Home » Python » python – How do you return all the words in a text file (once per word) in alphabetical order?-Exceptionshub

python – How do you return all the words in a text file (once per word) in alphabetical order?-Exceptionshub

Posted by: admin February 24, 2020 Leave a comment

Questions:

I have to return each word once meaning if a word is repeated in the file, it only gets printed one time, not twice- hence the unique part. I need help figuring out how to do that. I have it to where it is in alphabetical order but I can’t figure out to have the words only print once and not in a list.

Here is my code:

file = input("Enter the input file name:")
f = open(file, 'r')
words = f.read()
unique_words = sorted(words.split(' '))
for word in words:
    if word == word:
        value = word
        unique_words.remove(value)
    else:
        print(word)
How to&Answers:

Lots of errors in such a small program. Let’s list them, shall we.

...
unique_words = sorted(words.split(' '))

Looking good so far. But then you run into several logical problems:

for word in words:

If you print out what word is, you will see it is a letter. That is because you are iterating over the original words string. You meant to use unique_words here, the list that you prepared just a line earlier.

if word == word:

This cannot fail. The same string is always equal to the same string. (It’s hard to imagine otherwise; but do note that this only true for strings. Other objects may have this curious property.) You probably meant if word in words, and with the earlier correction, more probably if word in unique_words. That is a superfluous test – you are already looping over unique_words so yeah, each word already is in unique_words. So even more probably you meant something like “does this word occur more than once in my list?”

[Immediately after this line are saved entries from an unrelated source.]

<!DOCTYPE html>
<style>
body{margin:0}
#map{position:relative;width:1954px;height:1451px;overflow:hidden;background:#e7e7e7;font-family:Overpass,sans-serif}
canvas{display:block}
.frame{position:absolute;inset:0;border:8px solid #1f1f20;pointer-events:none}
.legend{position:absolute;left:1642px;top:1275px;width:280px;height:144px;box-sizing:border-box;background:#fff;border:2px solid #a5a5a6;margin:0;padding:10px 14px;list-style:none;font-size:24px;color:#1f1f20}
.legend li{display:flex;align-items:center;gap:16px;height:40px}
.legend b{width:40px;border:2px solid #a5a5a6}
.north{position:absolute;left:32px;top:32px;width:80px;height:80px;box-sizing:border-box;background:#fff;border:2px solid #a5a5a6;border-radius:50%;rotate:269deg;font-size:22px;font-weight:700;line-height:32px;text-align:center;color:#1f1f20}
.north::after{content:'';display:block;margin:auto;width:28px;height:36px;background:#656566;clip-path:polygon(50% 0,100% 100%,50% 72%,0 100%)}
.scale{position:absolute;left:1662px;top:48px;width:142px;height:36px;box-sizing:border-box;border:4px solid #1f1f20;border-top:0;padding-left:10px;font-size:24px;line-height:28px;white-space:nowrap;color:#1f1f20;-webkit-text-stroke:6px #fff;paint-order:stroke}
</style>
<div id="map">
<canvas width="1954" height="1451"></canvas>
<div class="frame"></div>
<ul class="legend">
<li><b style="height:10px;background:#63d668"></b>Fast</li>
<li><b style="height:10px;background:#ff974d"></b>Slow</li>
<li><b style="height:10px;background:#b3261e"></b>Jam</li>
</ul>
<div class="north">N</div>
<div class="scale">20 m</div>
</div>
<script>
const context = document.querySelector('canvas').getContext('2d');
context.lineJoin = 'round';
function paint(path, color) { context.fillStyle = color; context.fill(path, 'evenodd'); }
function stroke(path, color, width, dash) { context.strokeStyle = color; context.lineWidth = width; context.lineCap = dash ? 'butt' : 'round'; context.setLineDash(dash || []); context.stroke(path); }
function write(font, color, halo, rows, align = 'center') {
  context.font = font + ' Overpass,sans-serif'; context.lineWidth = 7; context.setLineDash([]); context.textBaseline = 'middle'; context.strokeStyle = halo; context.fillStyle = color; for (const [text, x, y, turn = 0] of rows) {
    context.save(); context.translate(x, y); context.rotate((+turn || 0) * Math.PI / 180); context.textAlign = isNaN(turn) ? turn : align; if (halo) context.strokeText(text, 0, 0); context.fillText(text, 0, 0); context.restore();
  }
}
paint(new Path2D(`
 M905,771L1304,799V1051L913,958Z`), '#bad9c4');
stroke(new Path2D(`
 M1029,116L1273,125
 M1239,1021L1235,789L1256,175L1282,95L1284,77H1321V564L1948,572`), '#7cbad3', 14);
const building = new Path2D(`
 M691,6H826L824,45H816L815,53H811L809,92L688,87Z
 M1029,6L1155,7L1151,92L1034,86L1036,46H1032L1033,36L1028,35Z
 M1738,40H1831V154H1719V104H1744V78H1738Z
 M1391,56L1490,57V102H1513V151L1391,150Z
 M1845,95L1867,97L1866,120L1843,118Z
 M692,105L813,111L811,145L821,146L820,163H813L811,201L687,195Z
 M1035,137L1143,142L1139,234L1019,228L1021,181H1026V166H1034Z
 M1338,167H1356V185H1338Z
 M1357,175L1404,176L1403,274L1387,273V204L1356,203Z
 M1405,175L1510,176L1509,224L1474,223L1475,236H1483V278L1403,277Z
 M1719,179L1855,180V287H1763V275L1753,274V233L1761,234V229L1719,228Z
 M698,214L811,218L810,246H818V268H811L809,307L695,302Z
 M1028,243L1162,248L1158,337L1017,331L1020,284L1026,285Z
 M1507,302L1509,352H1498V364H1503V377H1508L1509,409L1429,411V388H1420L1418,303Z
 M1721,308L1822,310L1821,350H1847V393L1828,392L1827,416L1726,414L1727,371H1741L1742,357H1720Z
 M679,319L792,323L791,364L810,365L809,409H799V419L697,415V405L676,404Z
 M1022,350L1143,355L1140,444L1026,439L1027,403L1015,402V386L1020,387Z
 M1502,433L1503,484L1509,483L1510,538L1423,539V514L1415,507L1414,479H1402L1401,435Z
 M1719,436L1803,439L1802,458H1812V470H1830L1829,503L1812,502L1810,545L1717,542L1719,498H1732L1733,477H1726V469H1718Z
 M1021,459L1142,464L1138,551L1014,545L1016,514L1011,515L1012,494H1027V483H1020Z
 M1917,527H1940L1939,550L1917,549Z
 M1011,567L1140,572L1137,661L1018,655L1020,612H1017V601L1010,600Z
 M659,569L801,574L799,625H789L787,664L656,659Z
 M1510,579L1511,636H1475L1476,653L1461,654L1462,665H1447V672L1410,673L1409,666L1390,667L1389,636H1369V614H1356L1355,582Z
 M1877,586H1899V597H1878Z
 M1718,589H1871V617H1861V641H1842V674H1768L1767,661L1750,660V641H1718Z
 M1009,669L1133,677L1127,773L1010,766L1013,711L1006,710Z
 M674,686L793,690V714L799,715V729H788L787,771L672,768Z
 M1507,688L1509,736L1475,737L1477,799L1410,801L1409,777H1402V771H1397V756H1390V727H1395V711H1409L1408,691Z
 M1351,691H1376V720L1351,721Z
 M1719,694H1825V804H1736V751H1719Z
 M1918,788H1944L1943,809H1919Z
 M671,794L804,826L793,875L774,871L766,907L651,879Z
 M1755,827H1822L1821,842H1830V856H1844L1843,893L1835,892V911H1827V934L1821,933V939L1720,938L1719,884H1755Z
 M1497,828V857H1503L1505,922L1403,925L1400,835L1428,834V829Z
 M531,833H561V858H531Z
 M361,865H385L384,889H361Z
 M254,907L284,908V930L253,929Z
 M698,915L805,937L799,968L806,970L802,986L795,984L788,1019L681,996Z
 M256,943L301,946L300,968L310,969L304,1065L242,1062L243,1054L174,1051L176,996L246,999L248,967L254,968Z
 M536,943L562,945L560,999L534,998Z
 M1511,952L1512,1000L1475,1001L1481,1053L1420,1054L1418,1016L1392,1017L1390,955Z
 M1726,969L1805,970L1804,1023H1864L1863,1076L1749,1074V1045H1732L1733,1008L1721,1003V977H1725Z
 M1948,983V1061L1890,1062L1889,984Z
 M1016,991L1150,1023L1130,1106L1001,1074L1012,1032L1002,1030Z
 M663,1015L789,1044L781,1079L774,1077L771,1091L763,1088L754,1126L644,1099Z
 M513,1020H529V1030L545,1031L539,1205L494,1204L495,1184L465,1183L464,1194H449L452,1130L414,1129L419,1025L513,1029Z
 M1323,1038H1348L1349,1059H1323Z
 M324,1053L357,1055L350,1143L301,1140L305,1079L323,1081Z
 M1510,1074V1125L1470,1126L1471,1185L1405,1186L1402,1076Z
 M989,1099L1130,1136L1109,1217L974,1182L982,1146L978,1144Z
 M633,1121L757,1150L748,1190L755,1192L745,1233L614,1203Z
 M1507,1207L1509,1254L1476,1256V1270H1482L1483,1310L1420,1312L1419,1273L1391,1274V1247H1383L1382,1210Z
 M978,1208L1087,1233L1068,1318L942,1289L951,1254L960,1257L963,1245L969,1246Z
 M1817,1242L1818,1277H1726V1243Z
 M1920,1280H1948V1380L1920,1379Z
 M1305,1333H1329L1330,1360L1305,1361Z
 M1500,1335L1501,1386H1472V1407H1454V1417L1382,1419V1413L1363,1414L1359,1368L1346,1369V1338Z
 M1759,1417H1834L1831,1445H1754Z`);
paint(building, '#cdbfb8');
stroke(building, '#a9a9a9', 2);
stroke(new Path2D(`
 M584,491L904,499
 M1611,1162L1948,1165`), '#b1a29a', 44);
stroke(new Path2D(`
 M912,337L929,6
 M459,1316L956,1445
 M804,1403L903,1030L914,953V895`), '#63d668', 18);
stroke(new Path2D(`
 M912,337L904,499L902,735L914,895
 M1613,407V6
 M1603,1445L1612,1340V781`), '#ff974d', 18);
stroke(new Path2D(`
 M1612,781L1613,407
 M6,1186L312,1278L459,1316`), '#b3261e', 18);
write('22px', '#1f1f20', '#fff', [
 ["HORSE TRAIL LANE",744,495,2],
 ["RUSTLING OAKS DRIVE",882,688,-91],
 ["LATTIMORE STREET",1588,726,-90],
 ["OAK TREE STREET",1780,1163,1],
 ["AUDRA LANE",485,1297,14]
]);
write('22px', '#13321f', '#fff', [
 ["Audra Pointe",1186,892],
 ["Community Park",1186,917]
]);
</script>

It is possible you attempted this as it is because in other languages, a double for loop is needed to check. Python has count; you could have used if unique_words.count(word) > 1 here. But you should not. Let’s see why.

    value = word
    unique_words.remove(value)

This is a huge issue. This would change the list unique_words here while it is looped upon. That is a big no-no, because the internal loop counters (the original length of unique_words is off, then.

That looping problem is introduced by my earlier fix for your code, so let’s assume you intended this instead:

for word in words.split():
    if word in unique_words:
        value = word
        unique_words.remove(value)
    else:
        print(word)

– notice the small adjustment to the first line. No error but it still does not work (as intended), because now it prints nothing. That is because you are now removing every word from unique_list

You can solve that as per above, by using count again:

if unique_words.count(word) > 1:

and then finally you get only one occurrence printed per word.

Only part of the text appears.